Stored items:
◇ ◇ ◇ ◇ ◇ ◇ ◇

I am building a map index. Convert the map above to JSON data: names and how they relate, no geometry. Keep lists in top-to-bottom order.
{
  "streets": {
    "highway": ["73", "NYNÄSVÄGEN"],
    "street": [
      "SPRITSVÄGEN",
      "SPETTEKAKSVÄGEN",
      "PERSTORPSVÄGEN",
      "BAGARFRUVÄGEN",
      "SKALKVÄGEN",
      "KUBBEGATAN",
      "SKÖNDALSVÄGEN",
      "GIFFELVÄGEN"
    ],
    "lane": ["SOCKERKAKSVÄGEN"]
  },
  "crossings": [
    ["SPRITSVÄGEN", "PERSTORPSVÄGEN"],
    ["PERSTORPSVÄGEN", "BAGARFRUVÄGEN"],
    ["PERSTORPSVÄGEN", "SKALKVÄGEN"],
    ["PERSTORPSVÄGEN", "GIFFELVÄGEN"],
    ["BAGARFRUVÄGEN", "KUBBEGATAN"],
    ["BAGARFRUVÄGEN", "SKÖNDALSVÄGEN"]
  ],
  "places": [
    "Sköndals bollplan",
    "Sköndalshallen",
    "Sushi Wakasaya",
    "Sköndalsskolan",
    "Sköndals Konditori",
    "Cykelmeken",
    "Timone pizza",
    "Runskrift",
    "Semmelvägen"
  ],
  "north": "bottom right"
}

◇ ◇ ◇ ◇ ◇ ◇ ◇

Exercise description: Without any change, reproduce the data in full.

Answer to the exercise:
I am building a map index. Convert the map above to JSON data: names and how they relate, no geometry. Keep lists in top-to-bottom order.
{
  "streets": {
    "highway": ["73", "NYNÄSVÄGEN"],
    "street": [
      "SPRITSVÄGEN",
      "SPETTEKAKSVÄGEN",
      "PERSTORPSVÄGEN",
      "BAGARFRUVÄGEN",
      "SKALKVÄGEN",
      "KUBBEGATAN",
      "SKÖNDALSVÄGEN",
      "GIFFELVÄGEN"
    ],
    "lane": ["SOCKERKAKSVÄGEN"]
  },
  "crossings": [
    ["SPRITSVÄGEN", "PERSTORPSVÄGEN"],
    ["PERSTORPSVÄGEN", "BAGARFRUVÄGEN"],
    ["PERSTORPSVÄGEN", "SKALKVÄGEN"],
    ["PERSTORPSVÄGEN", "GIFFELVÄGEN"],
    ["BAGARFRUVÄGEN", "KUBBEGATAN"],
    ["BAGARFRUVÄGEN", "SKÖNDALSVÄGEN"]
  ],
  "places": [
    "Sköndals bollplan",
    "Sköndalshallen",
    "Sushi Wakasaya",
    "Sköndalsskolan",
    "Sköndals Konditori",
    "Cykelmeken",
    "Timone pizza",
    "Runskrift",
    "Semmelvägen"
  ],
  "north": "bottom right"
}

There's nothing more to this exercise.